=== TASK DESCRIPTION ===
Repeat the records exactly as given. Do not include the pictures.

Saved data entries:
——

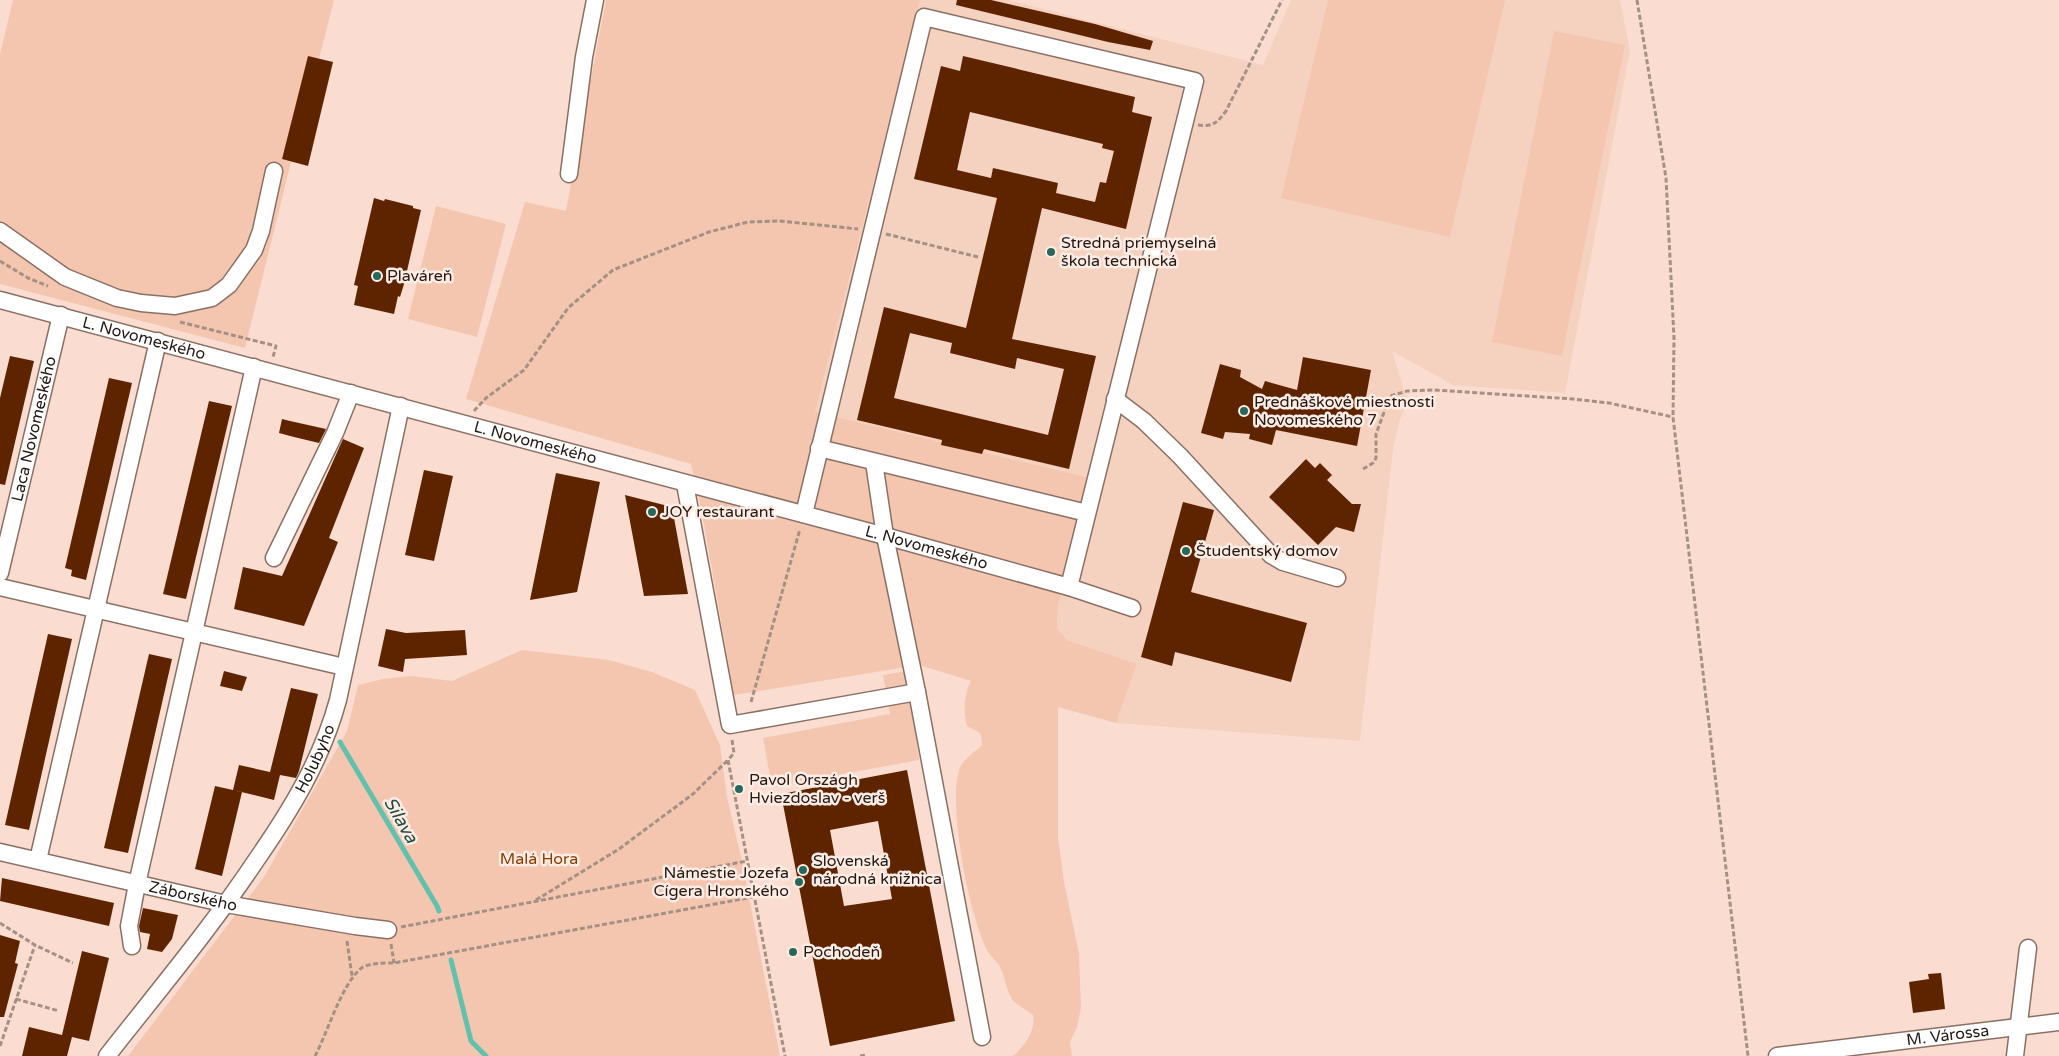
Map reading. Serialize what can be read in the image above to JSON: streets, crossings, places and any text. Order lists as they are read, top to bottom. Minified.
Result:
{"streets":{"street":["L. Novomeského","Laca Novomeského","Holubyho","Záborského","M. Várossa"]},"crossings":[["L. Novomeského","Laca Novomeského"],["L. Novomeského","Holubyho"],["Holubyho","Záborského"]],"water":["Silava"],"parks":["Malá Hora"],"places":["Stredná priemyselná škola technická","Plaváreň","Prednáškové miestnosti Novomeského 7","JOY restaurant","Študentský domov","Pavol Országh Hviezdoslav - verš","Slovenská národná knižnica","Námestie Jozefa Cígera Hronského","Pochodeň"]}
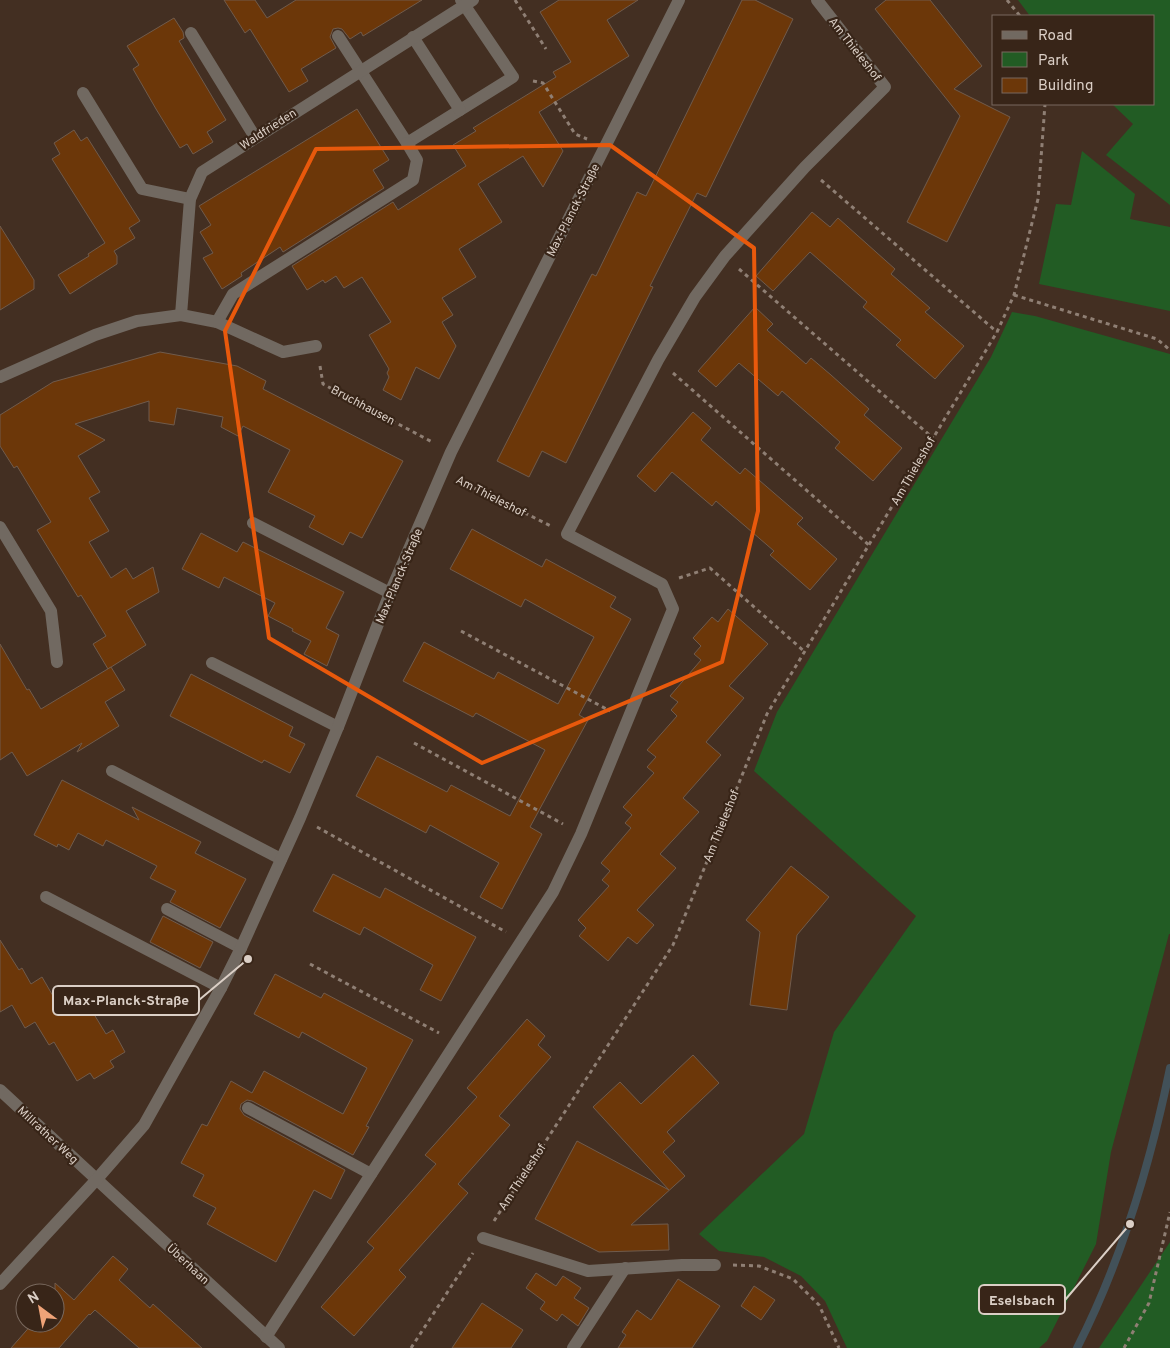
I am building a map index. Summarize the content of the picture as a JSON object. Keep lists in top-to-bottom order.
{
  "streets": {
    "street": [
      "Am Thieleshof",
      "Waldfrieden",
      "Max-Planck-Straße",
      "Millrather Weg",
      "Überhaan"
    ],
    "path": ["Bruchhausen"]
  },
  "crossings": [
    ["Am Thieleshof", "Max-Planck-Straße"],
    ["Max-Planck-Straße", "Bruchhausen"],
    ["Max-Planck-Straße", "Millrather Weg"],
    ["Max-Planck-Straße", "Überhaan"],
    ["Millrather Weg", "Überhaan"]
  ],
  "places": ["Max-Planck-Straße", "Eselsbach"],
  "legend": ["Road", "Park", "Building"],
  "north": "top left"
}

——

=== RESPONSE BOX ===
Map reading. Serialize what can be read in the image above to JSON: streets, crossings, places and any text. Order lists as they are read, top to bottom. Minified.
Result:
{"streets":{"street":["L. Novomeského","Laca Novomeského","Holubyho","Záborského","M. Várossa"]},"crossings":[["L. Novomeského","Laca Novomeského"],["L. Novomeského","Holubyho"],["Holubyho","Záborského"]],"water":["Silava"],"parks":["Malá Hora"],"places":["Stredná priemyselná škola technická","Plaváreň","Prednáškové miestnosti Novomeského 7","JOY restaurant","Študentský domov","Pavol Országh Hviezdoslav - verš","Slovenská národná knižnica","Námestie Jozefa Cígera Hronského","Pochodeň"]}
I am building a map index. Summarize the content of the picture as a JSON object. Keep lists in top-to-bottom order.
{
  "streets": {
    "street": [
      "Am Thieleshof",
      "Waldfrieden",
      "Max-Planck-Straße",
      "Millrather Weg",
      "Überhaan"
    ],
    "path": ["Bruchhausen"]
  },
  "crossings": [
    ["Am Thieleshof", "Max-Planck-Straße"],
    ["Max-Planck-Straße", "Bruchhausen"],
    ["Max-Planck-Straße", "Millrather Weg"],
    ["Max-Planck-Straße", "Überhaan"],
    ["Millrather Weg", "Überhaan"]
  ],
  "places": ["Max-Planck-Straße", "Eselsbach"],
  "legend": ["Road", "Park", "Building"],
  "north": "top left"
}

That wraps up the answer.